### EXERCISE GOAL
In the records below, find the line holding "1127px,64px 1130px,62px 1162px,32px" and the line holding "1347px,389px 1362px,372px 1393px,344px". Set down both, with every line between them, exactly.

### DATASET EXTRACT
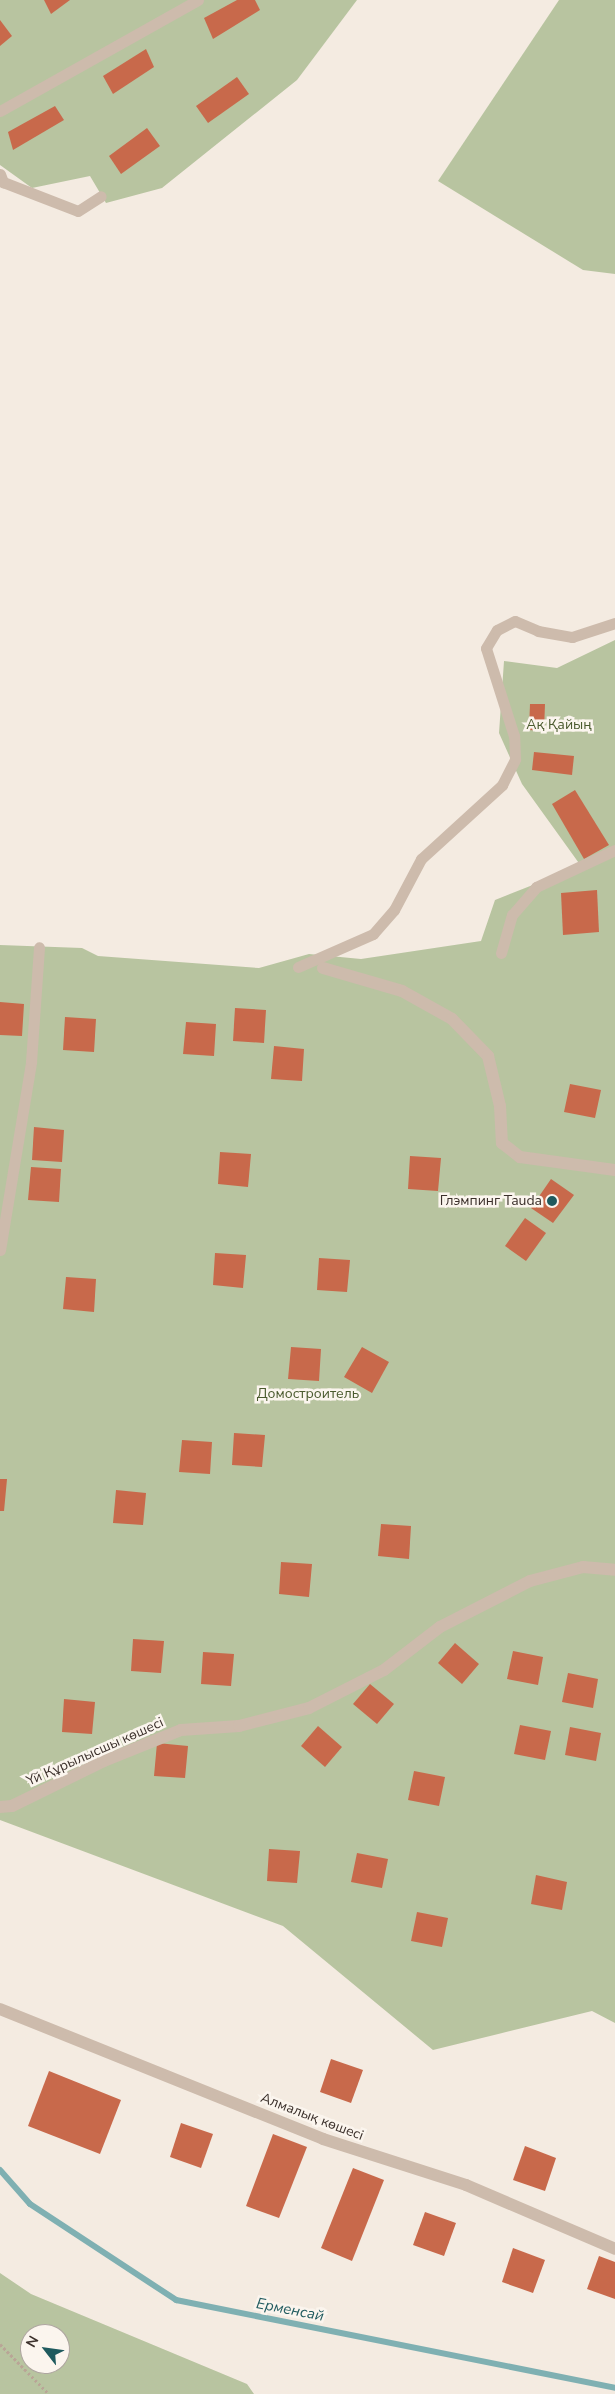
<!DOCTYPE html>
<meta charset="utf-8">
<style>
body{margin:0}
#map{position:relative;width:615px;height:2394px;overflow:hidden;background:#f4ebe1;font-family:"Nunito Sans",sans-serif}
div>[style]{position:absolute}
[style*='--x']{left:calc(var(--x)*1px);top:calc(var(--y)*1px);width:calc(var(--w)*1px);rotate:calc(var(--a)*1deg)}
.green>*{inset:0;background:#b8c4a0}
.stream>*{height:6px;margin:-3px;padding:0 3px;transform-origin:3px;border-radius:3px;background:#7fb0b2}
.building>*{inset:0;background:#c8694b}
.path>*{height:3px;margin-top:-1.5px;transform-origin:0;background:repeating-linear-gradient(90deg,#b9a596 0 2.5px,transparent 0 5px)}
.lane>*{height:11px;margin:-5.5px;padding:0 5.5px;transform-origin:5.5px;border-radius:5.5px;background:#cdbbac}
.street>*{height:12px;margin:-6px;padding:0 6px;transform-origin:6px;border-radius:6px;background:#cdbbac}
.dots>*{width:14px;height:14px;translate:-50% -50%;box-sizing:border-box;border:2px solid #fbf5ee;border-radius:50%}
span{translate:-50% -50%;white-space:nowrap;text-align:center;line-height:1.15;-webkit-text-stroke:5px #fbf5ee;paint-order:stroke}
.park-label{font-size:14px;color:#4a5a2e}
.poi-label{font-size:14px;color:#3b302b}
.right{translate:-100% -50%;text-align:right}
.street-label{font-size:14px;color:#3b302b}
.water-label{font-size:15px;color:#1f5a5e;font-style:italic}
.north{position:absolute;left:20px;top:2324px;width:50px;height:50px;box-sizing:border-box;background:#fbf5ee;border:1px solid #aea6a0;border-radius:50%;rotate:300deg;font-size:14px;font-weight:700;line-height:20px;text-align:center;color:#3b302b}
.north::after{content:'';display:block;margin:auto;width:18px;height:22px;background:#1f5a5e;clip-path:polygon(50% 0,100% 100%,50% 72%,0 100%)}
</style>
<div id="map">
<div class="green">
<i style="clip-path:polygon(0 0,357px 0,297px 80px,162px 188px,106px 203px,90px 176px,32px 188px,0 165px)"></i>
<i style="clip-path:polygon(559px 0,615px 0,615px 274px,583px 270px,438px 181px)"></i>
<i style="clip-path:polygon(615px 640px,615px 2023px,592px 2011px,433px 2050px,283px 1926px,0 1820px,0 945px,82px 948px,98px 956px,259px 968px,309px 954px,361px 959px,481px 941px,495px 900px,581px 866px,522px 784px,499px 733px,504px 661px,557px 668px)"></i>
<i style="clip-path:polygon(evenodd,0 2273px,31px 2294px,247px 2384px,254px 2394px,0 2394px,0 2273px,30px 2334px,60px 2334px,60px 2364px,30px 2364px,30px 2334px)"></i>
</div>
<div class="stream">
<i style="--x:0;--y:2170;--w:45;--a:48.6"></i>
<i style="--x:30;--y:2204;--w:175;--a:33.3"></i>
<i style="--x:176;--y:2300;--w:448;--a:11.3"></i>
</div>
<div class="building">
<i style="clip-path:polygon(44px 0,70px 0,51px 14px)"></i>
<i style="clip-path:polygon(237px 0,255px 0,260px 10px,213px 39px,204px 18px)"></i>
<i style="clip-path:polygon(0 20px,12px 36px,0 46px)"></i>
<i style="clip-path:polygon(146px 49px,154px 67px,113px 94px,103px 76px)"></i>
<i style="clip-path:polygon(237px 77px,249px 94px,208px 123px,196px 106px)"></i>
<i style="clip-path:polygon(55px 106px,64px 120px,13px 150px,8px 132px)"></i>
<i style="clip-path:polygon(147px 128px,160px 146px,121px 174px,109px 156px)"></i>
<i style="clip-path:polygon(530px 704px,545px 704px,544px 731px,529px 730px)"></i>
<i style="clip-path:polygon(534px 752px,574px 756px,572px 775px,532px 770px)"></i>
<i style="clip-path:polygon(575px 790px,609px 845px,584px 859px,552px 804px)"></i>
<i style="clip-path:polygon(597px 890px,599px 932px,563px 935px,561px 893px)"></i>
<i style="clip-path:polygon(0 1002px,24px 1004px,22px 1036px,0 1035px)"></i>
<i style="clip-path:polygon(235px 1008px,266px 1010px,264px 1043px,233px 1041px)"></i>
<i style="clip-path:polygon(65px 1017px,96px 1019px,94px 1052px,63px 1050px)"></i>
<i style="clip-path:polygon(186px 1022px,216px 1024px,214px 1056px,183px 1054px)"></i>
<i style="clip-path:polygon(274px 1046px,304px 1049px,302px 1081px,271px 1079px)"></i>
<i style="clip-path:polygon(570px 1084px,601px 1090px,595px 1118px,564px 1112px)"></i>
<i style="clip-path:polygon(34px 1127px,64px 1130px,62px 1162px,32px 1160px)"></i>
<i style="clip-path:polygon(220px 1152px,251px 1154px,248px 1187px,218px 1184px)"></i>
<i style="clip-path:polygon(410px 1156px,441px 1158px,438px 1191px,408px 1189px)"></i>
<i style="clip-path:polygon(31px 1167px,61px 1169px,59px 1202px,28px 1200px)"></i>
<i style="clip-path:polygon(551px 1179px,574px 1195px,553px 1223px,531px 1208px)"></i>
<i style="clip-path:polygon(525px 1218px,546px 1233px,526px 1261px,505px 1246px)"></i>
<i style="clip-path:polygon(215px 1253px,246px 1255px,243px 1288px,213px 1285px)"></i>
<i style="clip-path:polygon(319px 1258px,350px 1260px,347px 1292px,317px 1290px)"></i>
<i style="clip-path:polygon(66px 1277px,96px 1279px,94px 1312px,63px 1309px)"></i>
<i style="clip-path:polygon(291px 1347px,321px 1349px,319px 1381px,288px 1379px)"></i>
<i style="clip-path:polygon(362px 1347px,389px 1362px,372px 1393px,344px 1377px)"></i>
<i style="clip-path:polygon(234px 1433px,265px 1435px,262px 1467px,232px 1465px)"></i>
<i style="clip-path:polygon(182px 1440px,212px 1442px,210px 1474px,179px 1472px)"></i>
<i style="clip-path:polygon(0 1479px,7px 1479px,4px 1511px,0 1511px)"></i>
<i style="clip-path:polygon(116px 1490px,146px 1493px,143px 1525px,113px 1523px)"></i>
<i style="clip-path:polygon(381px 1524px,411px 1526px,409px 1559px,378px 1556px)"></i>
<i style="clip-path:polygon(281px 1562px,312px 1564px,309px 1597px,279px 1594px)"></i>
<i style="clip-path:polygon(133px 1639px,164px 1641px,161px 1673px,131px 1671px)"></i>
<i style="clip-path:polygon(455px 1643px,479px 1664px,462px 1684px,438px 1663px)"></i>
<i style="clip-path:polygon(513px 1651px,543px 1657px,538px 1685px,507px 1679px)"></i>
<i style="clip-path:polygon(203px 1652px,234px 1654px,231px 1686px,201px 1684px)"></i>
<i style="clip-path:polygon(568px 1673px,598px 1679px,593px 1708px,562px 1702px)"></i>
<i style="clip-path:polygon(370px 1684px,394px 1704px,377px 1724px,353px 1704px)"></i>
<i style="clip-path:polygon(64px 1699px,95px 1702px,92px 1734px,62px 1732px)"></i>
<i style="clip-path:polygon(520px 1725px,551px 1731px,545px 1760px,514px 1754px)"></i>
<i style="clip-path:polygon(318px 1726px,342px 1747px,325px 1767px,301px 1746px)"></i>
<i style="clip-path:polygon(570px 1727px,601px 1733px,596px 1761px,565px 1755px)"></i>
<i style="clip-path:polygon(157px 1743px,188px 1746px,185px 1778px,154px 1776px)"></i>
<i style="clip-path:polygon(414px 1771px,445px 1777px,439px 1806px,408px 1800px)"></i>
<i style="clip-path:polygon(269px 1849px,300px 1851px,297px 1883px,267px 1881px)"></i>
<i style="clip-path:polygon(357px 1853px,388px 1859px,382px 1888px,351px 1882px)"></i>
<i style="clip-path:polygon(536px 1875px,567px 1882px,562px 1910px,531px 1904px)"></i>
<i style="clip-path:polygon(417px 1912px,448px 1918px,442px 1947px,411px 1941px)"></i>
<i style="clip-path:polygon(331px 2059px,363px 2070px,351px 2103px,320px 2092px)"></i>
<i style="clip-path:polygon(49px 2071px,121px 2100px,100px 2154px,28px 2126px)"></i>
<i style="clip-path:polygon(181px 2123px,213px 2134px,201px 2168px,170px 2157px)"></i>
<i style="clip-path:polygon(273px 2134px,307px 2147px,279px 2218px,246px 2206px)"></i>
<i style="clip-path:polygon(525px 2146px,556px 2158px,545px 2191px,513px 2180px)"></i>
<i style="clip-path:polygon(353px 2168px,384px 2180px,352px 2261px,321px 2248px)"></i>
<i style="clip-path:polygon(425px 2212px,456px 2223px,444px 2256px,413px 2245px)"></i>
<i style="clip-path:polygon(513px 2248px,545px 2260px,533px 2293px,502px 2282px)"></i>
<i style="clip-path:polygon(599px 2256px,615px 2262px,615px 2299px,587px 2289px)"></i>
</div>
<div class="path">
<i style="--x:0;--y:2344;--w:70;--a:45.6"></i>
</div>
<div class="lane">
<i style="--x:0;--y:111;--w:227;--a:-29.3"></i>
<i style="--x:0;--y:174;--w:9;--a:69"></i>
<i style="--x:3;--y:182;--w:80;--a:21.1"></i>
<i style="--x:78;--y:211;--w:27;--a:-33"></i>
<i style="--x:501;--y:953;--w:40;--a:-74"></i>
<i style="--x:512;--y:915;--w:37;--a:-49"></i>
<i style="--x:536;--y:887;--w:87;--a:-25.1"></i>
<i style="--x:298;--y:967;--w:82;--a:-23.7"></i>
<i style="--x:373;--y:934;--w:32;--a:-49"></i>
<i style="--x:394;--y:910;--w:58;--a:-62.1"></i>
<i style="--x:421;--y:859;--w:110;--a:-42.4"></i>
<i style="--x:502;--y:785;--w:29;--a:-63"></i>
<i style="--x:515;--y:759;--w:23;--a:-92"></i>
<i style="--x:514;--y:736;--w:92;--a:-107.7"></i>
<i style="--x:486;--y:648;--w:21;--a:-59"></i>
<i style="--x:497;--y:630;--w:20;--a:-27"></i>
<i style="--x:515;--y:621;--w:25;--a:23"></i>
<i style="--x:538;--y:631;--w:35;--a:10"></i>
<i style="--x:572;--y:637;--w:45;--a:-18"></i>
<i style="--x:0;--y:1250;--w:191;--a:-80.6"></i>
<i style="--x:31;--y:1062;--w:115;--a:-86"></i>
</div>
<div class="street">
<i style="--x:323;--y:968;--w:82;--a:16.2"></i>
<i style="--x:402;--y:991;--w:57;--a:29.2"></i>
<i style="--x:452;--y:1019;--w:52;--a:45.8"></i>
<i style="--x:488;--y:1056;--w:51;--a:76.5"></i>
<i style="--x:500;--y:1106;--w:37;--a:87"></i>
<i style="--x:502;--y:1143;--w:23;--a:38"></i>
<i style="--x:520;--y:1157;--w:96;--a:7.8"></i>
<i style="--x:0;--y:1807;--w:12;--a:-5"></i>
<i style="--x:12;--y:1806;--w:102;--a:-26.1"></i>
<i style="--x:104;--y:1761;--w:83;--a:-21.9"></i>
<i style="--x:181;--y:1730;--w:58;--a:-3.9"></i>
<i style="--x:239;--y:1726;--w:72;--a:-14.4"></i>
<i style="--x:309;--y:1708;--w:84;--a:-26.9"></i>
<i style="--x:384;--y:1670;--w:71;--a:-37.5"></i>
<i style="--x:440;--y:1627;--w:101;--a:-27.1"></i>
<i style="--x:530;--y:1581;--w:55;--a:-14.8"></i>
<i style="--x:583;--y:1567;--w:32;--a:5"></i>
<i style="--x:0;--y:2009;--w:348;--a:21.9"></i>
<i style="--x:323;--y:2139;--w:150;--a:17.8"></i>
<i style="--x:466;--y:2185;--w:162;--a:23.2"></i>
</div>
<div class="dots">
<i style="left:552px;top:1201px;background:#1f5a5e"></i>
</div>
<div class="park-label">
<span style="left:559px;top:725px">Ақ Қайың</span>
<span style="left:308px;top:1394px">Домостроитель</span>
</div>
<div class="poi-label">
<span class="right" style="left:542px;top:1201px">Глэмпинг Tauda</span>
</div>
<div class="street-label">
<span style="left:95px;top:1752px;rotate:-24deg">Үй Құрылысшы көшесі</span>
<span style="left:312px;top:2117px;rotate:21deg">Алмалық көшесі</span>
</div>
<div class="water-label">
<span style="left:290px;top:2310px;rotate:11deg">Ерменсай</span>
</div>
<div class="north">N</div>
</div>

### ANSWER BELOW
<i style="clip-path:polygon(34px 1127px,64px 1130px,62px 1162px,32px 1160px)"></i>
<i style="clip-path:polygon(220px 1152px,251px 1154px,248px 1187px,218px 1184px)"></i>
<i style="clip-path:polygon(410px 1156px,441px 1158px,438px 1191px,408px 1189px)"></i>
<i style="clip-path:polygon(31px 1167px,61px 1169px,59px 1202px,28px 1200px)"></i>
<i style="clip-path:polygon(551px 1179px,574px 1195px,553px 1223px,531px 1208px)"></i>
<i style="clip-path:polygon(525px 1218px,546px 1233px,526px 1261px,505px 1246px)"></i>
<i style="clip-path:polygon(215px 1253px,246px 1255px,243px 1288px,213px 1285px)"></i>
<i style="clip-path:polygon(319px 1258px,350px 1260px,347px 1292px,317px 1290px)"></i>
<i style="clip-path:polygon(66px 1277px,96px 1279px,94px 1312px,63px 1309px)"></i>
<i style="clip-path:polygon(291px 1347px,321px 1349px,319px 1381px,288px 1379px)"></i>
<i style="clip-path:polygon(362px 1347px,389px 1362px,372px 1393px,344px 1377px)"></i>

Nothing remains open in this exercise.